Requirement -
From the records below, transcribe only the lines running from the one with "background:var(--page); color:var(--text); height:100vh;" through the one with "position:relative; flex:1; overflow:hidden". Keep both of those end lines.

Input data -
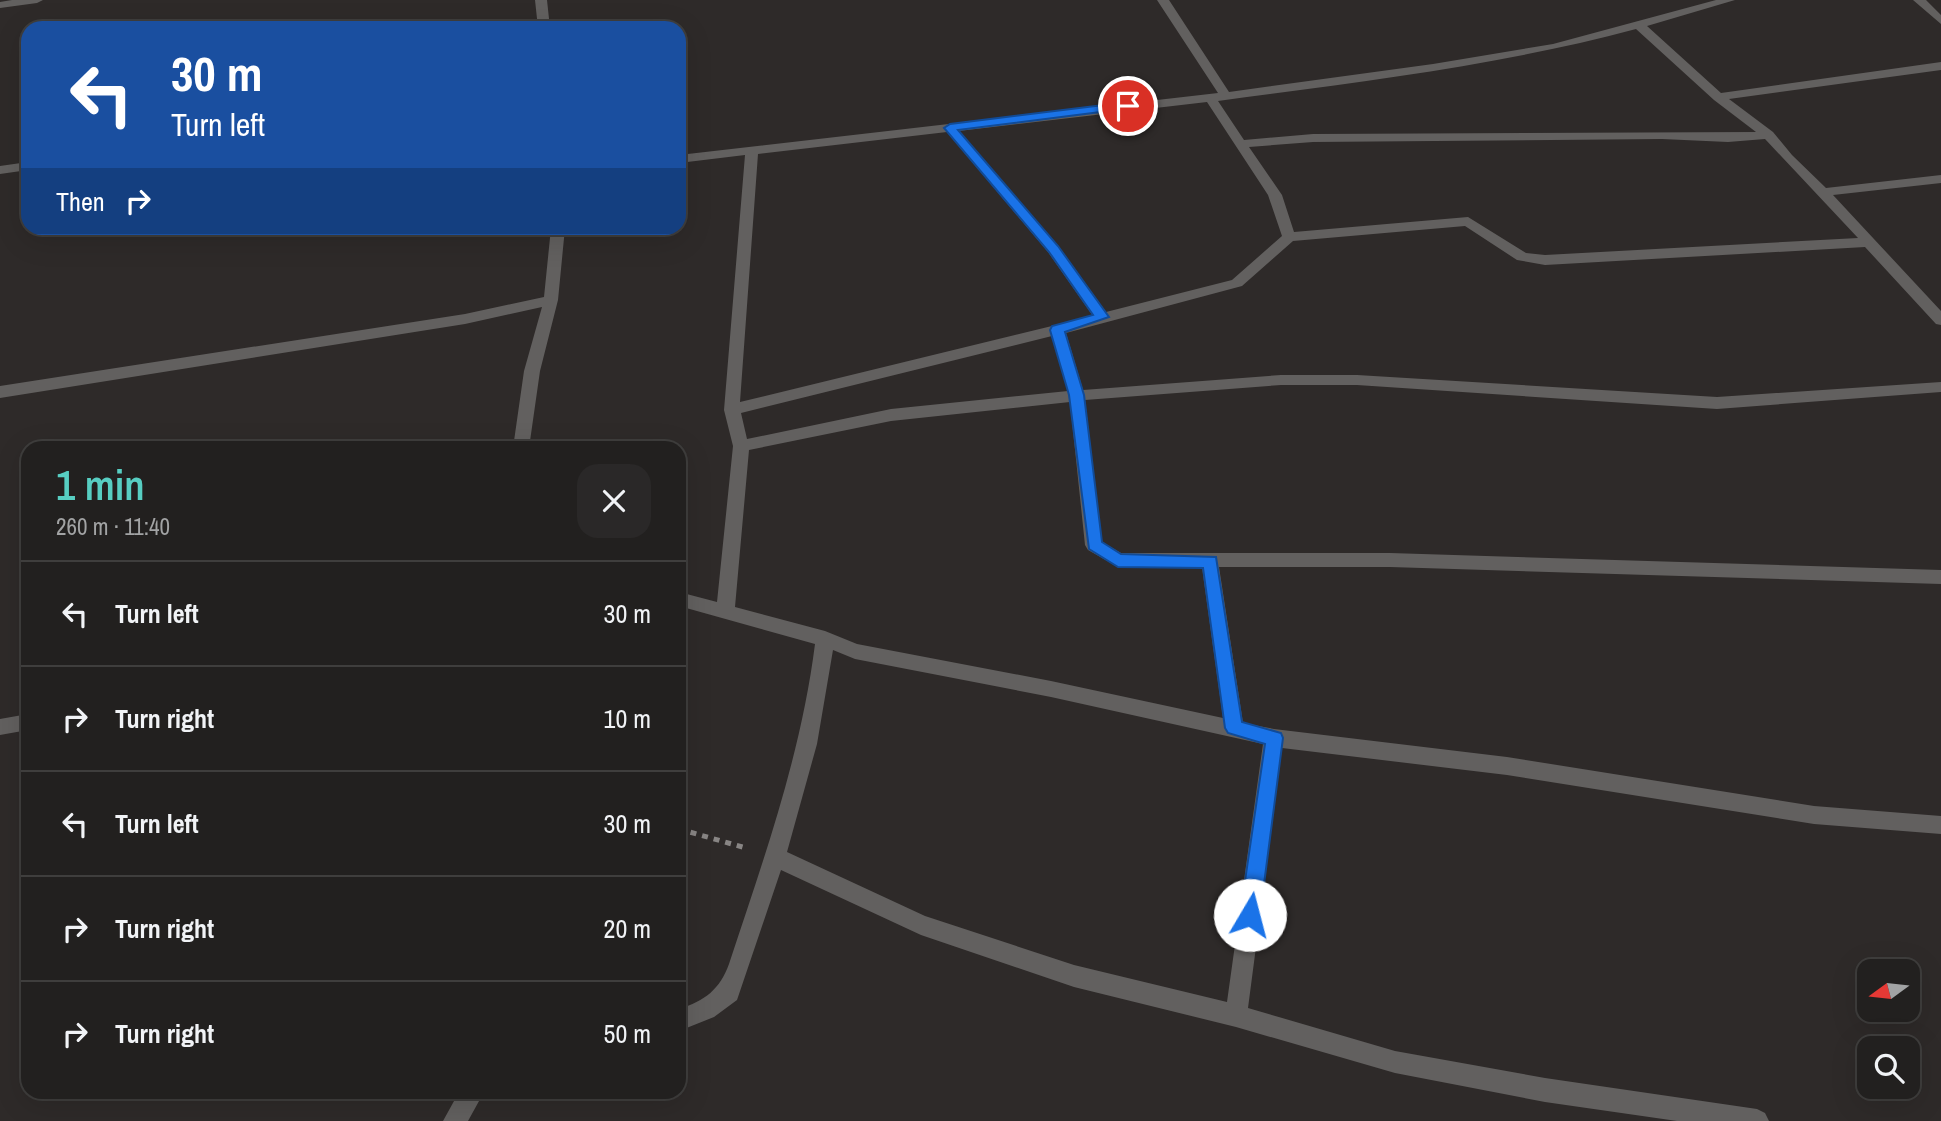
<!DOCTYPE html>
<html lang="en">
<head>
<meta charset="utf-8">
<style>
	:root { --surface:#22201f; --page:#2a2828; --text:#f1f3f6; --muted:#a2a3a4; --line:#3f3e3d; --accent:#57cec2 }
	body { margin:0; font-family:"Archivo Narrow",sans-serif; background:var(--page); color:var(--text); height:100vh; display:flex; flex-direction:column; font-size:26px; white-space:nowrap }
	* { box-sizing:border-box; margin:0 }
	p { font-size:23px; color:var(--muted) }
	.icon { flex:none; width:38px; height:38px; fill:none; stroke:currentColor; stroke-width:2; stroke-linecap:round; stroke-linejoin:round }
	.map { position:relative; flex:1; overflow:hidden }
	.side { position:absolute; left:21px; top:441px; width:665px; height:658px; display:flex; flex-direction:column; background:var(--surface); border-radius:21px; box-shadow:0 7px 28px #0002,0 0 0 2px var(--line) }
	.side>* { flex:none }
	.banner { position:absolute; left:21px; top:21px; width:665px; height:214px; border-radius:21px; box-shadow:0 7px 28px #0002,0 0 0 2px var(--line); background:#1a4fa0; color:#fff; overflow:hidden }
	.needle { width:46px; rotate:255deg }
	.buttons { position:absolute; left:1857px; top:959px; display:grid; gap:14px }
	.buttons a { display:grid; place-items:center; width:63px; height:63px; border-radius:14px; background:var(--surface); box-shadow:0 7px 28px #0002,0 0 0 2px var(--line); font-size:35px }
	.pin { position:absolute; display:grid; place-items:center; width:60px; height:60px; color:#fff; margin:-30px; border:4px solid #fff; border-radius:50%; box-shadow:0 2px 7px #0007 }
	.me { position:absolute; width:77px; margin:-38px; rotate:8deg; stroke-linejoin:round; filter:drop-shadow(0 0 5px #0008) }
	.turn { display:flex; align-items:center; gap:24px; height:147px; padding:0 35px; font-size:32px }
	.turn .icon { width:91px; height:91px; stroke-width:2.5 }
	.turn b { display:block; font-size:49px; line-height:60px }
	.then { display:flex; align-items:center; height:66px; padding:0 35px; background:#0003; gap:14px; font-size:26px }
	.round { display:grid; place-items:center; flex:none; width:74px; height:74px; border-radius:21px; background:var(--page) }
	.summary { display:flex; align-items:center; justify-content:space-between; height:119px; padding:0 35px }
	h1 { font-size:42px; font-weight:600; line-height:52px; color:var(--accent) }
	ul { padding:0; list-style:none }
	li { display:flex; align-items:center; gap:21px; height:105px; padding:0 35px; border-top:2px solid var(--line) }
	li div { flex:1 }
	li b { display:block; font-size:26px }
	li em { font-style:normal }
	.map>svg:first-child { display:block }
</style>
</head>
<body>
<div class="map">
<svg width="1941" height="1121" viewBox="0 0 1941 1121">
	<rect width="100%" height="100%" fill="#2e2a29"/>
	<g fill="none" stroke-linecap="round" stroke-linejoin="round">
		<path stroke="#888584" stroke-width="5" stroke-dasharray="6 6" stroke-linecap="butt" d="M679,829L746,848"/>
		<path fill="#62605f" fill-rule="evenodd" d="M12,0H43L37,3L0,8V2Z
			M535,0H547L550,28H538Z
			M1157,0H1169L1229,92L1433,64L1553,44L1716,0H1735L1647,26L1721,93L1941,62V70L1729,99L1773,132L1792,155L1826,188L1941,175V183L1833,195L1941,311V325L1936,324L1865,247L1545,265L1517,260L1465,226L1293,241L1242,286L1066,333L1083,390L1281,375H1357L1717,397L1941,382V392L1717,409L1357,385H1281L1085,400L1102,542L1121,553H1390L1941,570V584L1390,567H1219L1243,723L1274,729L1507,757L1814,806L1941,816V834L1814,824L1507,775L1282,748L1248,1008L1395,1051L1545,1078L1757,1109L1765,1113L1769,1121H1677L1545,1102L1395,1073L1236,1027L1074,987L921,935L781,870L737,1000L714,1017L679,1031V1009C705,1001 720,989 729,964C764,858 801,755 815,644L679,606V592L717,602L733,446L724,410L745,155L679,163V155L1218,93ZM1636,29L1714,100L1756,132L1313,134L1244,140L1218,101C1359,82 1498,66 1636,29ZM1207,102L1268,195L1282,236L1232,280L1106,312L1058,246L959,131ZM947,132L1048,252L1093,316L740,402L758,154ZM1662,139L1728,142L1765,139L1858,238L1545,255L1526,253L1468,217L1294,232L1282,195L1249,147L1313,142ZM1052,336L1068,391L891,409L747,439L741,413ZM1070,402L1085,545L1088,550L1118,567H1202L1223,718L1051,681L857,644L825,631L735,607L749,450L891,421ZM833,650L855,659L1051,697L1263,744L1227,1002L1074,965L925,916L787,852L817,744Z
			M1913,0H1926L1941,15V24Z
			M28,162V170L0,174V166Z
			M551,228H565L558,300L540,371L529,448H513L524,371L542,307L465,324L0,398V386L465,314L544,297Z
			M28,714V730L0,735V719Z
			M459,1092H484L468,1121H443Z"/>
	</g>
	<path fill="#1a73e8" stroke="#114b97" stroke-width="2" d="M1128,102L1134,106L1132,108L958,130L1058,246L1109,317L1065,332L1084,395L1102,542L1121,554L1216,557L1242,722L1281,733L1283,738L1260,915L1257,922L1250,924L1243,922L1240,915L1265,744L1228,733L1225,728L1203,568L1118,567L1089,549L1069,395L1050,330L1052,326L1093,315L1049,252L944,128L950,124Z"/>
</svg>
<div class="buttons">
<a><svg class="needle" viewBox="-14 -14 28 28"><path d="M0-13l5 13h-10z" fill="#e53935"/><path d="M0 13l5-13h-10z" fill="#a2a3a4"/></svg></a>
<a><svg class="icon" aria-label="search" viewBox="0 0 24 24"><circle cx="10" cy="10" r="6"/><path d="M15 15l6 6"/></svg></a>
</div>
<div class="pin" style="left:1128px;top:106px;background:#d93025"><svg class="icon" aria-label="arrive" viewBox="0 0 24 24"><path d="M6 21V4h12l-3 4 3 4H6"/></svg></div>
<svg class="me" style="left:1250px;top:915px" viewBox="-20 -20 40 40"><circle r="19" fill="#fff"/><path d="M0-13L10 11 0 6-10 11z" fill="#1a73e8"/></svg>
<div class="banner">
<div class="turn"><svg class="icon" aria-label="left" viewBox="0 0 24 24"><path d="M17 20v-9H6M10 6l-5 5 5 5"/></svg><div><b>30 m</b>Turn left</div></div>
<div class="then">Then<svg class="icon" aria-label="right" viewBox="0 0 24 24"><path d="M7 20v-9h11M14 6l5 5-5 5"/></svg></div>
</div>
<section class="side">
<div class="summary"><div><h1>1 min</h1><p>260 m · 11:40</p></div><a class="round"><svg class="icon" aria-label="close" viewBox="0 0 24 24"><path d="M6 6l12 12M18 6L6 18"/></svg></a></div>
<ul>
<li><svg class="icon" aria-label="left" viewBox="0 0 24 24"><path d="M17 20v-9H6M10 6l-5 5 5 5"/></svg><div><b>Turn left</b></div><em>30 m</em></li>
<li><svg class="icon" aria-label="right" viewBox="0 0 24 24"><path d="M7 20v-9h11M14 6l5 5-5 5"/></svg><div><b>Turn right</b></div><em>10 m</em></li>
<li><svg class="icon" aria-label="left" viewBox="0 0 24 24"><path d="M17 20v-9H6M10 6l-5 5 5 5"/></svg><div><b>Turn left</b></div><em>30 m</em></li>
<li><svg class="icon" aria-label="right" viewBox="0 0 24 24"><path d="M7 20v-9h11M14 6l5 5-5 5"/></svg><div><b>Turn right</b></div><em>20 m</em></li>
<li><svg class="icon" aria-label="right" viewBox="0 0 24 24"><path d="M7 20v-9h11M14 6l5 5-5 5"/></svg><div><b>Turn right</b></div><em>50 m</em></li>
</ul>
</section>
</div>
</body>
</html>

Solution -
	body { margin:0; font-family:"Archivo Narrow",sans-serif; background:var(--page); color:var(--text); height:100vh; display:flex; flex-direction:column; font-size:26px; white-space:nowrap }
	* { box-sizing:border-box; margin:0 }
	p { font-size:23px; color:var(--muted) }
	.icon { flex:none; width:38px; height:38px; fill:none; stroke:currentColor; stroke-width:2; stroke-linecap:round; stroke-linejoin:round }
	.map { position:relative; flex:1; overflow:hidden }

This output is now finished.